MIDI messages from Launchpad

  1. Button Pressed: sends pitch with velocity 127
  2. Button Released: sends pitch with velocity 0
  3. Top Button Pressed: sends a MIDI CC with value 127
  4. Top Button Released: sends a MIDI CC with value 0

MIDI messages to Launchpad

  1. MIDI Note: lights up the corresponding button (if it exists) a particular color based on the note velocity.
  2. MIDI CC: lights up the corresponding top button (if it exists) a particular color based on the control change value.

MIDI Button mappings

The 64 square buttons in the main grid are assigned pitch values starting from 0, where each row has the first 8 contiguous values in modulus of 16. So the first row sends MIDI notes [ 0, 1, 2, 3, 4, 5, 6, 7 ] and the second row sends MIDI notes [ 16, 17, 18, 19, 20, 21, 22, 23 ], the third row starts on [ 24, 25… 31 ].

The circular buttons to the right of the main grid are the “next” button for each row. So for the first row, the circular button to the right is MIDI note 8, and for the second row it is MIDI note 24.

The top circular buttons, from left to right, correspond to MIDI CC 104 to 111

Velocity : Color mappings

The color mappings are less intuitive or structured than the button mappings. The most reasonable approach for me was to assemble a (subjective) table of the usable colors.
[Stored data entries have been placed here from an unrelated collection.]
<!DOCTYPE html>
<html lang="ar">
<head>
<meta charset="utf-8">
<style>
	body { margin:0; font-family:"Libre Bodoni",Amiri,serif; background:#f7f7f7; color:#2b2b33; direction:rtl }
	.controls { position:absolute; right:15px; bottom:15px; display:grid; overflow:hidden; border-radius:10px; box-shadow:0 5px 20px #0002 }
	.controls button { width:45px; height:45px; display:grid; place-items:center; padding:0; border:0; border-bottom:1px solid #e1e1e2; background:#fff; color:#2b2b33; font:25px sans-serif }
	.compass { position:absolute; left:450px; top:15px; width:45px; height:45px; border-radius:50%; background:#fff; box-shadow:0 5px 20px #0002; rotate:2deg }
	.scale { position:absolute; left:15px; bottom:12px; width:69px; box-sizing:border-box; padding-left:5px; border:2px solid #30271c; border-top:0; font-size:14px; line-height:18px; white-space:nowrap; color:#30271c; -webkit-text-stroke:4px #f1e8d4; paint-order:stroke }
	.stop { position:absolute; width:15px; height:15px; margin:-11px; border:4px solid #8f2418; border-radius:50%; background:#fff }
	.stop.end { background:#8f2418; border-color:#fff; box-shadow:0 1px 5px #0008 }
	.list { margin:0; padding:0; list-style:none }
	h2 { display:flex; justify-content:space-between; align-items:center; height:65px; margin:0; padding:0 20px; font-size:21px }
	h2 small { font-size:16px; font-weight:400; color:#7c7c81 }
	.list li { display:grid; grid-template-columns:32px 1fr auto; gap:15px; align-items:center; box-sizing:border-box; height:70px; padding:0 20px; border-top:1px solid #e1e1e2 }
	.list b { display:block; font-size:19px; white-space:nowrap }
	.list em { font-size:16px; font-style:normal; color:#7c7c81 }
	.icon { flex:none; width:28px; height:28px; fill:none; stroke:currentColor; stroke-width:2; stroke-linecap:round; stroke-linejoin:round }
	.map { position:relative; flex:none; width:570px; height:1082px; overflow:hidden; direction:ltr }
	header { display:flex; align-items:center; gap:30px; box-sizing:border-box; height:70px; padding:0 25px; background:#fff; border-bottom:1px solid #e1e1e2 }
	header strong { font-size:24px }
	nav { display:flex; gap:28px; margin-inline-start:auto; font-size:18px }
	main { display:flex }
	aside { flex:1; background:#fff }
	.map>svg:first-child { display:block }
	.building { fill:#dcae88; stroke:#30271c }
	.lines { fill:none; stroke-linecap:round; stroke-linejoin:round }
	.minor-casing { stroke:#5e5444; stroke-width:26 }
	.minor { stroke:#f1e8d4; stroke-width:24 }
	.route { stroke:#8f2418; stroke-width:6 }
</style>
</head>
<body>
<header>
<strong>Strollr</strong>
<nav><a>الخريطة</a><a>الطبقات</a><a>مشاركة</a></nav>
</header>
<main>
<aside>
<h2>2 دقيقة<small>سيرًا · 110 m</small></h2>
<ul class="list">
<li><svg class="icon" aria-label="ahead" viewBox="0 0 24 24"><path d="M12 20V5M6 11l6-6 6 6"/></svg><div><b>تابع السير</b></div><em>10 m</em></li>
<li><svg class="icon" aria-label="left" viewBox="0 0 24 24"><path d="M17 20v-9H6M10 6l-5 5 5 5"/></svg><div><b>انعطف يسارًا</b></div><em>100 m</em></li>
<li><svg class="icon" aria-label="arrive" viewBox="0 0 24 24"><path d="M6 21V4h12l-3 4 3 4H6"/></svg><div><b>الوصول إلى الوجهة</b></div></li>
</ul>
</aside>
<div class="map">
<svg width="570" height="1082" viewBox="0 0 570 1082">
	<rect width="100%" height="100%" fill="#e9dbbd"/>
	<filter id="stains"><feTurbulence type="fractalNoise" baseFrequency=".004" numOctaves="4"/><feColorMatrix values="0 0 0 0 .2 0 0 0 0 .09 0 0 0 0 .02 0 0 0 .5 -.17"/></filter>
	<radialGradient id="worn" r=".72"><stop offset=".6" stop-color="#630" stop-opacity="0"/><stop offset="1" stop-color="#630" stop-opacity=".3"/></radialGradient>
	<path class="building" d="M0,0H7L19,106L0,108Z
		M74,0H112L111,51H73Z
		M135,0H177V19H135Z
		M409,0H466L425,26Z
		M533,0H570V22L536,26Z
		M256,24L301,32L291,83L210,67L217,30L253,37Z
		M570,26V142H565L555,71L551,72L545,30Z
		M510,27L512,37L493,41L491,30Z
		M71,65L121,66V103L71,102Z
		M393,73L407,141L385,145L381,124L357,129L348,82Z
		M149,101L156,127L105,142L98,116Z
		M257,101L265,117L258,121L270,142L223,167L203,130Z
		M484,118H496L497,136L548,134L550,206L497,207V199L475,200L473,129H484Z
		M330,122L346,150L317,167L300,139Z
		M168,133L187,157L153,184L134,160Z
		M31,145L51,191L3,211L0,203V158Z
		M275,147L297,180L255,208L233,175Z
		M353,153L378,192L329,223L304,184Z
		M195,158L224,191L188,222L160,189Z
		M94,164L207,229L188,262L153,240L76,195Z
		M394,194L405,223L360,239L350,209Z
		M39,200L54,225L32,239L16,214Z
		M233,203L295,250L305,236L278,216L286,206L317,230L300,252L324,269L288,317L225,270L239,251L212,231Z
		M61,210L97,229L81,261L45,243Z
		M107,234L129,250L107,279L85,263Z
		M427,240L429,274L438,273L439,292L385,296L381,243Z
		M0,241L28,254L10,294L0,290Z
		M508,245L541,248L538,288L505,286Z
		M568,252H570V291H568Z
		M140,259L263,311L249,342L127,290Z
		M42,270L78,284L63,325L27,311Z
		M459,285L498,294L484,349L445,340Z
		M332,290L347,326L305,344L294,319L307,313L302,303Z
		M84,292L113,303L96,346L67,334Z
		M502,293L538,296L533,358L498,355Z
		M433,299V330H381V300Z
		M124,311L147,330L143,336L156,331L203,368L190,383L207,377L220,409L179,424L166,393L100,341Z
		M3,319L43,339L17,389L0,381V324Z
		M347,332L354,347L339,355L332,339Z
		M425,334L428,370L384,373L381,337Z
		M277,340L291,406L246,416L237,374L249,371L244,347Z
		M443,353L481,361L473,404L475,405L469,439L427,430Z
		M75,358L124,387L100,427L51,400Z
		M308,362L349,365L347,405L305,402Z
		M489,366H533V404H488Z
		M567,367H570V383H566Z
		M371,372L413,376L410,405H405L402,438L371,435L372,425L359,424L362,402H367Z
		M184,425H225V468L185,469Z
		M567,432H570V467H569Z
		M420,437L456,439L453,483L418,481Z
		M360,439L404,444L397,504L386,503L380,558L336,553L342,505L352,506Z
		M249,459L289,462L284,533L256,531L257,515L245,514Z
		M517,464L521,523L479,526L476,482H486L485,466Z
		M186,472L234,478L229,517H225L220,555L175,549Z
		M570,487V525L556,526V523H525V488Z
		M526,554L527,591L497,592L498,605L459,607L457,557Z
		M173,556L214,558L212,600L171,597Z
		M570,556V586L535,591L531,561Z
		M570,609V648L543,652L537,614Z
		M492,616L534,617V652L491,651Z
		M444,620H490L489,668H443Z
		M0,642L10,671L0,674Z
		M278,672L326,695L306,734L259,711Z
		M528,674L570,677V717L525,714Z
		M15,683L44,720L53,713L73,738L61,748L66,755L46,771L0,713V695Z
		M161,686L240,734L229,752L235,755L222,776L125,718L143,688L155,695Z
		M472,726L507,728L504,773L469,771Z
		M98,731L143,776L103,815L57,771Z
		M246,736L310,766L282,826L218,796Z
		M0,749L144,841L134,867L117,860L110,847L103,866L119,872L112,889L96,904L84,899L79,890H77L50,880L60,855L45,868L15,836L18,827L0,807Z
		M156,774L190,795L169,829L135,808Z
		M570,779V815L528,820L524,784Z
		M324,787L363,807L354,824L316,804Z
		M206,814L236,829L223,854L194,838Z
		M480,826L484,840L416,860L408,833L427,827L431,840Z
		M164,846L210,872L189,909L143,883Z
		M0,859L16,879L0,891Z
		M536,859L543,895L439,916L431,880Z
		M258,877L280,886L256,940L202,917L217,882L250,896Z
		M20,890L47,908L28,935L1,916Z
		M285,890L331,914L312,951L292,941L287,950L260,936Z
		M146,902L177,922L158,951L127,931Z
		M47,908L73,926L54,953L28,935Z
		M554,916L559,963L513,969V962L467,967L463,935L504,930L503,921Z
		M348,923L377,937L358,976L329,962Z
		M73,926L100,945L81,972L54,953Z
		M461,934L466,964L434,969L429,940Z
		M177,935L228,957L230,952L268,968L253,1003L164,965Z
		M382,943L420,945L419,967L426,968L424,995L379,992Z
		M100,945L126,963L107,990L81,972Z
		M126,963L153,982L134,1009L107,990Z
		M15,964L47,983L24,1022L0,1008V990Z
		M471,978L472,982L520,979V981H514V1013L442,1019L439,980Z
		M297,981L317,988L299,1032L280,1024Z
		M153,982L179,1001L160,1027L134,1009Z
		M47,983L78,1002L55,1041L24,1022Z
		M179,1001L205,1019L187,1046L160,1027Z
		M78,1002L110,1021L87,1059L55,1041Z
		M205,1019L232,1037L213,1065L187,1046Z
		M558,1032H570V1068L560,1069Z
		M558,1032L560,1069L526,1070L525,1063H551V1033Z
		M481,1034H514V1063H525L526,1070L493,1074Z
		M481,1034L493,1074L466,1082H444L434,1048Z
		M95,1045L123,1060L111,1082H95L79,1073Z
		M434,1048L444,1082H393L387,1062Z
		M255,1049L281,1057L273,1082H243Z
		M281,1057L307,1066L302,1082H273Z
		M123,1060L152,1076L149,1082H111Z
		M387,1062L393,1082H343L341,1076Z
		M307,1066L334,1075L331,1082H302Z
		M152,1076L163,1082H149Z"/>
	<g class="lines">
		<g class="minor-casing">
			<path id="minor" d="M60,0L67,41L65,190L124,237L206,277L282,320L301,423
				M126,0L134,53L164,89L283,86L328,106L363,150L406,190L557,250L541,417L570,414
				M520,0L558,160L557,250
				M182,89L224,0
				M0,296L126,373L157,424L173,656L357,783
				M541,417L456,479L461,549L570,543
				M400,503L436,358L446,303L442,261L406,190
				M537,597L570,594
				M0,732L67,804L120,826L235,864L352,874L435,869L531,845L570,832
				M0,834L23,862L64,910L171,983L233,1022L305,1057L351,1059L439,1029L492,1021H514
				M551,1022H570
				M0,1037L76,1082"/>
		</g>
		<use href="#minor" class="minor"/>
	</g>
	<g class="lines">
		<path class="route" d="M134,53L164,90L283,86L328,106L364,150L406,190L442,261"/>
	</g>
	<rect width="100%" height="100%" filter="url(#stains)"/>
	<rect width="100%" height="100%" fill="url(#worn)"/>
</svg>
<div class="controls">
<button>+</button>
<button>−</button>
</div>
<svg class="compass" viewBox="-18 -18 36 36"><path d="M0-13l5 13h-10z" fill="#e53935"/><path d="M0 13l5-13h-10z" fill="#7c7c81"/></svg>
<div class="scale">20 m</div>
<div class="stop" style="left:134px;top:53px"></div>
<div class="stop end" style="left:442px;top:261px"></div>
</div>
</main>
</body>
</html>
  1. Sending MIDI note 119 with velocity 48 lights up the bottom right button bright green.
  2. Sending MIDI note 119 with velocity 0 turns off the light of the bottom right button.
  3. Sending MIDI CC 107 with value 13 lights up the 4th of the top circular buttons a dim red.
  4. Sending MIDI note 12 with velocity 127 doesn’t do anything, because there is no corresponding button on the Launchpad.
What Launchpad Controller Does

What Launchpad Controller Does

Launchpad, like many external MIDI devices, is just an empty shell with buttons and lights. What it’s missing is a brain, or state. By making an interface which tracks state we can correlate colors with state, and provide useful visual feedback as you and your Max patch interact with the Launchpad.

How it works

In Launchpad Controller, each button on the Launchpad correlates to a JSON dictionary like this:

"b_0" : {
"state" : 1,
"colors" : [ 13, 48, 18, 0 ],
"action" : "increment",
"midi_note" : 0

The “b_0” key is the top-left square button on the launch pad, and correlates with MIDI note 0.

The system is fairly simple: a button has as many possible states as it has colors in the “colors” array. When the “action” key’s value is “increment”, each button press increases the “state” value by one, looping back to 0 after the max has been reached (in this case 3).
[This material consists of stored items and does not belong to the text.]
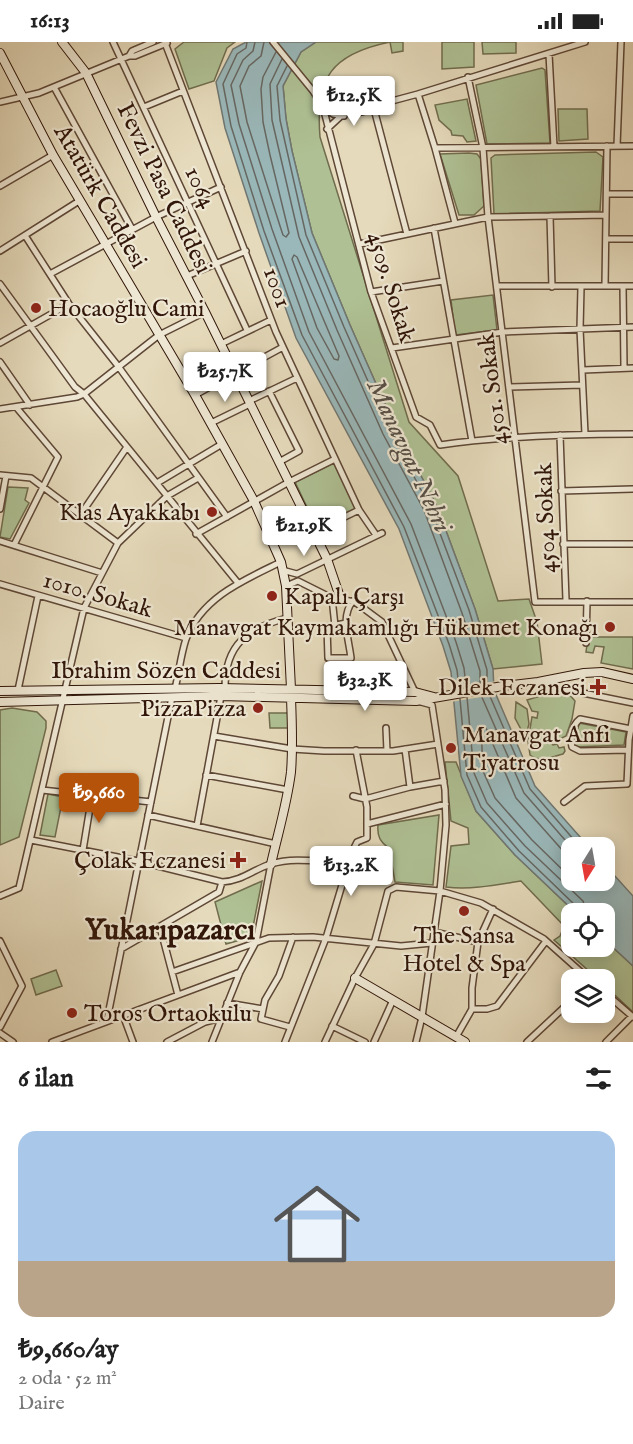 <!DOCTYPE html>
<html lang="tr">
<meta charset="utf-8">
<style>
body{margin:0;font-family:"IM FELL English",serif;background:#f6f6f6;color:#222;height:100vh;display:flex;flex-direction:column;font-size:22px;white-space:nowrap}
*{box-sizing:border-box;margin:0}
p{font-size:20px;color:#767676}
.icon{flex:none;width:33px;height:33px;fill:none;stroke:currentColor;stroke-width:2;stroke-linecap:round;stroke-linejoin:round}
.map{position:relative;height:1000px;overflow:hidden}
.drawer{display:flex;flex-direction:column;background:#fff;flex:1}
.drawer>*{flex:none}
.needle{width:39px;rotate:191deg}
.buttons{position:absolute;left:561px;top:795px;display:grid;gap:12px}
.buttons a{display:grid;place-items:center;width:54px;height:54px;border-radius:12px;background:#fff;box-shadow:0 3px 15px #0003;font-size:30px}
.price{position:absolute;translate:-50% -51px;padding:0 14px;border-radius:6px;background:#fff;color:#222;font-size:20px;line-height:39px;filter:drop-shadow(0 2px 3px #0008)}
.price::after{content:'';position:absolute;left:50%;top:36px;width:18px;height:14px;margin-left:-9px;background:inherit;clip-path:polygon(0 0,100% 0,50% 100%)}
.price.current{background:#b45309;color:#fff}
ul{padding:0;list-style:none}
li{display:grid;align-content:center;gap:12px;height:318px;padding:0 18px}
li+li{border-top:2px solid #e0e0e0}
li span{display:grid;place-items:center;height:186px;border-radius:18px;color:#555}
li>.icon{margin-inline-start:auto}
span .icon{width:108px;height:108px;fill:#fffc;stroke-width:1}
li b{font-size:26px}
h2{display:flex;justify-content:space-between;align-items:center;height:72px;padding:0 18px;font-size:26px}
.status{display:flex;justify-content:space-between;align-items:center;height:42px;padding:0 30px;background:#fff;direction:ltr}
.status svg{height:16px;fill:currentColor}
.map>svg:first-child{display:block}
.green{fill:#afc194;stroke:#706c4e;stroke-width:1.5}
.water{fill:#9ab8ba;stroke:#707773;stroke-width:1.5}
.pier{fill:#e5dabb}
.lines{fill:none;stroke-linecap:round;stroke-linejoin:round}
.shore{stroke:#666762;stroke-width:1.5}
.street-casing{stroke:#5e4736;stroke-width:8}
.secondary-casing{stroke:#311609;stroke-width:10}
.street{stroke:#eee7d3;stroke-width:5}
.secondary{stroke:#eee7d3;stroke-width:8}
.poi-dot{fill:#8f2418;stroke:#eee7d3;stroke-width:2}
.labels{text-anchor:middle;stroke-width:4.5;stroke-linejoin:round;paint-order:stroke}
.street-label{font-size:24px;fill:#311609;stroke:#eee7d3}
.poi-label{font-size:24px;fill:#311609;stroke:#eee7d3;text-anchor:end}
.water-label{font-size:26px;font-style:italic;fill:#564f47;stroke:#eee7d3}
.district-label{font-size:30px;font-weight:bold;fill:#311609;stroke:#eee7d3}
</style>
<div class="status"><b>16:13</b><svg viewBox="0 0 49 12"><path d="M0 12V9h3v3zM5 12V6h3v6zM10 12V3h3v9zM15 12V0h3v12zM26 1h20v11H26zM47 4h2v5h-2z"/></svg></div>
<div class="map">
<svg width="633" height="1000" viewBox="0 0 633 1000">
<rect width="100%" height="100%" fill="#e5dabb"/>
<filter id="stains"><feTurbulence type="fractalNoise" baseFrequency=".00333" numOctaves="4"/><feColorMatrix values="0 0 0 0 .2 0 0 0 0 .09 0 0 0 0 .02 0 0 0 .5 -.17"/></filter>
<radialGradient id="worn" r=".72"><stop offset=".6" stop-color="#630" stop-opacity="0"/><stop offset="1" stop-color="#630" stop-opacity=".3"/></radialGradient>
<path class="green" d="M184 0H235L227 6 214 39 189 47 175 7Z
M316 0H403V9L392 11 390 0C331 12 315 36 320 95L409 380 458 434 498 559 529 557 537 580 542 622 493 627 475 567 436 462 396 387 350 283 312 191 292 109 286 77 283 44 301 10Z
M442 0H474V25L442 27Z
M482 0H516V11L483 12Z
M542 26 545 28 550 101 487 102 476 43Z
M467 57 476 99 467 100 463 94 452 93 451 89 439 78 435 63Z
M558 67H587L588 97 559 99Z
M596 110 603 115 600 169 494 172 491 116 495 113Z
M469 111 477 112 481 117 484 164 474 173H459L440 112Z
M493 253 497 288 455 293 451 258Z
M334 421 356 467 317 486 295 440Z
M8 445 28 446 25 458 29 461 10 497 0 495Z
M588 595H633V627L601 621 604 605 595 604 593 611 586 610Z
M557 649 567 650 575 659 572 677 566 694 551 701 553 703 557 702 559 706 564 705 565 709 563 712C551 715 541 721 530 713L528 699 532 675 537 676 538 670 532 669 527 658Z
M516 660 527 667 529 682 526 693H524L515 676Z
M12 666 37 670 46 679V686L19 795 0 803V668Z
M269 671H288V686H270Z
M579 681 626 690 624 703 577 705 575 702Z
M445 720H456L476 769 515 813 576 871 572 872V904H604L605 898 633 924V970L605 944 604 938 598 937 554 898 560 894 564 884 521 839C496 843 471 848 446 845L451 804 469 802 468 786 451 779Z
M48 752 63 755 55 795 40 793Z
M439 773 433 843 395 840 389 806C380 800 377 794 378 783Z
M262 839 251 895 226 902 215 860Z
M56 928 62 944 36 953 31 937Z"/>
<path class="water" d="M246 0H316L301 10 283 44 286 77 292 109 312 191 350 283 396 387 436 462 475 567 493 627 494 648 535 744 589 805 572 806V838H604L605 823 633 854V924L605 898 604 872 576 871 515 813 476 769 461 734 451 630 443 604 399 487 296 296 259 191 225 86 216 40 233 7Z"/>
<path class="pier" d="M496 639 499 652 451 660 450 648Z"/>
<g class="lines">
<path class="shore" d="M247 0 246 6 237 12 223 42 231 84 264 189 302 293 404 485 449 602 457 628 459 646
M255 0 253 9 243 18 231 43 239 82 272 187 309 290 411 482 456 600 464 626 466 645
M264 0 261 14 249 24 240 44 247 80 280 184 283 193 286 195 289 191 270 113 263 80 261 47 263 35 276 10
M282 17 270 42 272 78 299 195 337 288 383 392 424 468 462 571 480 629V643
M287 24 277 44 280 78 306 193 344 285 390 389 430 465 469 568 487 628V641
M294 213 297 215 339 314 338 318 334 317 317 286 292 217Z
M489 652 530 747 581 806
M481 653 524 751 572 806
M467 655 474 731 487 761 525 804 583 859 587 872
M460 657 467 733 481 765 519 809 577 865 579 872
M572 819 516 756 486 686 481 684 483 729 495 756 532 798 572 837"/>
<g class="street-casing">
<path id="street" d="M113 0 247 288
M273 0 313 49 323 65 333 72 344 74
M165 1 276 290 359 468 376 493
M549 12 554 105
M129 14 132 9 153 0
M468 35 483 106 488 175 535 560H633
M54 45 132 187
M418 52 435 106 455 181
M319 57 334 68 347 71 418 52 585 0
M0 60 39 51 129 14H135L167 1
M144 65 183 49
M323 65 371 250 416 375 430 383 440 403C504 394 568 392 633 392
M374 67 407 192
M362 70 387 63
M327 87 341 74
M617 104 621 0
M435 106 633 104
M0 144 53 113
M607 152H633
M550 174 552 245
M434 186 472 399
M26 195 69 262 118 324 227 475
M606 197H633
M360 202 488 175 606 173
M0 209 79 159
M50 232 156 175 221 145
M187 234 246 209
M0 242 75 345 84 352 238 541
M498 244H633
M605 244 607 104
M581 245 580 287 585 392
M623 245 624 325
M371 250 443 239
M0 301 69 262
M221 302 271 278
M392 306 503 290 633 285
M0 320 30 363
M583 328 633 326
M510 345 582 343
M269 349 299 409 279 420
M195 353 283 305
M249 359 297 336
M0 367 77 355 84 352 159 293 205 270
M211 381 250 362
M560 393 566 558
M0 433 31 436 118 501
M157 441 222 402
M561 449 633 447
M0 467 6 434
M81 472 127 405
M314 490 359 468
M196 492 289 440 335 417
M0 499 102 531
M563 502H633
M14 503 58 415 16 365
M282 528 297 532 382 491
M0 542 186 596
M286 544 298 539 332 556 355 560 382 580 415 650
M332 556 335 584
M346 581 327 585 328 616H351C349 598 340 574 353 559
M586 601 587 559
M225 646C225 602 248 586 287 576
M175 647C179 630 181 612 186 597 202 555 244 538 281 520
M18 648 38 554
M583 651 633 661
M386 686 387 709
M214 694 292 707 324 709H393L438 702
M405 707 410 745
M628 708 580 709 572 705C570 696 572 683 580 677L631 687
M206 733 288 748
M627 742 629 698 633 674
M42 748 151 760
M353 754 365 757 410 745 444 739
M564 760 585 744 627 742
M148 773 276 802
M367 782 446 762
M197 784 221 654
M31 798 138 819 222 840
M83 808 92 753
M0 854 19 846 84 566 118 501 167 454 198 436
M160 885 178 953
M434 890 478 900 493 867
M0 899 22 944 0 985
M121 907 219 850 222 840C242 839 254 827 271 822 296 814 323 821 348 821
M172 930 269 896 313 895 401 904 432 901
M604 950 633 975
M227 961 263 967
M472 967H487L497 964 546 899
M123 973 133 1000
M107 978 172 655
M332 984 365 1000
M290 985 261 977 265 958 279 934 293 895
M0 991 13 1000
M456 995 472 967V946L478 900
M52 1000 240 930
M167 1000 205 980 221 976
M212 1000 240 930 256 900 271 822
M285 1000 326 896 352 810 357 800 367 796V765L356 708
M325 1000 355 936 374 902 388 849 396 845 440 849 481 861 544 897 590 938
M374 1000 393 958
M416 1000 422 975 440 849 446 783 445 748 432 663 421 660
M527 1000 572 958
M606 1000 632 974"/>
</g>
<g class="secondary-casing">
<path id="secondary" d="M62 0 86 31 155 173 205 270 327 517 341 558
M0 11 53 113 195 353 254 459 281 520 286 544 291 647
M0 649 219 646 415 650 434 655
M0 660 221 654 416 659 503 644 538 640 584 631 602 630 633 637
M271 822C278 791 287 762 291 730 293 705 292 681 291 656
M355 936 465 1000"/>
</g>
<use href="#street" class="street"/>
<use href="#secondary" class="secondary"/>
</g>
<g class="poi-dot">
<circle cx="36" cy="266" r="6"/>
<circle cx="212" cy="470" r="6"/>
<circle cx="272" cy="554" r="6"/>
<circle cx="610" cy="585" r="6"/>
<path d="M595 636h6v6h6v6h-6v6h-6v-6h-6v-6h6z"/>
<circle cx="258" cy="666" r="6"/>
<circle cx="451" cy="706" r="6"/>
<path d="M235 809h6v6h6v6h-6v6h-6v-6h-6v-6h6z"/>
<circle cx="464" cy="869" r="6"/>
<circle cx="72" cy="971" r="6"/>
</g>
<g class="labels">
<g class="street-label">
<text transform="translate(201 145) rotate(65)" y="8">1064</text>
<text transform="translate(165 146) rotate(64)" y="8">Fevzi Pasa Caddesi</text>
<text transform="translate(101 154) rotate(60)" y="8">Atatürk Caddesi</text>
<text transform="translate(278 245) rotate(70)" y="8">1001</text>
<text transform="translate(392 245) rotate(73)" y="8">4509. Sokak</text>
<text transform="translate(492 347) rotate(-97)" y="8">4501. Sokak</text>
<text transform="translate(545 476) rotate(-92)" y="8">4504 Sokak</text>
<text transform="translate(98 552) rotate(16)" y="8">1010. Sokak</text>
<text x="166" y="636">Ibrahim Sözen Caddesi</text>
</g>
<g class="poi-label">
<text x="48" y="274" text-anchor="start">Hocaoğlu Cami</text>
<text x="200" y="478">Klas Ayakkabı</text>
<text x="284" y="562" text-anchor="start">Kapalı Çarşı</text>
<text x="598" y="593">Manavgat Kaymakamlığı Hükumet Konağı</text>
<text x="586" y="653">Dilek Eczanesi</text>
<text x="246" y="674">PizzaPizza</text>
<text x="463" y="700" text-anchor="start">Manavgat Anfi<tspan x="463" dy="28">Tiyatrosu</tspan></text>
<text x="226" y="826">Çolak Eczanesi</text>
<text x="464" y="901" text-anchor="middle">The Sansa<tspan x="464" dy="28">Hotel &amp; Spa</tspan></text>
<text x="84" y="979" text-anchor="start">Toros Ortaokulu</text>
</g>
<g class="water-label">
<text transform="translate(410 413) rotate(65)" y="9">Manavgat Nehri</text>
</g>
<g class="district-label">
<text x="170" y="897">Yukarıpazarcı</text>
</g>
</g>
<rect width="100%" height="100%" filter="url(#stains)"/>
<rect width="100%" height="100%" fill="url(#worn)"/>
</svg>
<div class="buttons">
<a><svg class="needle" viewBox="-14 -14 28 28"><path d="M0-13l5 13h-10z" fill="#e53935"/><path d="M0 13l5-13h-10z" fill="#767676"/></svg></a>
<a><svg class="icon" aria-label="locate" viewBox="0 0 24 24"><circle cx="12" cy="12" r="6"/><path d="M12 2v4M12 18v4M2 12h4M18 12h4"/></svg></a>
<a><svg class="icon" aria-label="layers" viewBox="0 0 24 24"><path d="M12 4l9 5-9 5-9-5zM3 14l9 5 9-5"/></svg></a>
</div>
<b class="price" style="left:354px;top:85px">₺12.5K</b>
<b class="price" style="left:225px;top:361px">₺25.7K</b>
<b class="price" style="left:304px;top:515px">₺21.9K</b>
<b class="price" style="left:365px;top:670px">₺32.3K</b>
<b class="price current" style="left:99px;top:782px">₺9,660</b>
<b class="price" style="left:351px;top:855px">₺13.2K</b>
</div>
<section class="drawer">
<h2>6 ilan<svg class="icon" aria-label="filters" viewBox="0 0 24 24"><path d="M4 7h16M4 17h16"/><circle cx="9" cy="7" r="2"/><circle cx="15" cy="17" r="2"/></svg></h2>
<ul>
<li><span style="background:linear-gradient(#a9c7e8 70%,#b9a48a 0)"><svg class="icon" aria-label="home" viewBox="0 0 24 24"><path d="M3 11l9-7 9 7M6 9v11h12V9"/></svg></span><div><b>₺9,660/ay</b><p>2 oda · 52 m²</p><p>Daire</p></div></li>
</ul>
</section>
VirtualLaunchpad with button states lit up to display the word "hi"
A grid of 3-state buttons.

In the case of the above dictionary pressing the corresponding button on the Launchpad changes the state from 1 to 2 and outputs a list “0 18” out the left outlet of the js object. Assuming this is passed out to the Launchpad via noteout object the button will change color to a dim orange. Pressing it again will send “0 0”, which will turn off the light. As you might’ve guessed, the numbers in the “colors” array are the velocity values of the notes and correspond to different colors.

Hooking into your Max patch

Anytime state changes for a button, in addition to updating the lights on the Launchpad the changed state is also reported out the 3rd outlet, keyed by the dictionary name. So when “0 0” went out the leftmost outlet, “b_0 3” would have gone out the 3rd outlet. Use these keys/values to decide what to control in your Max patch.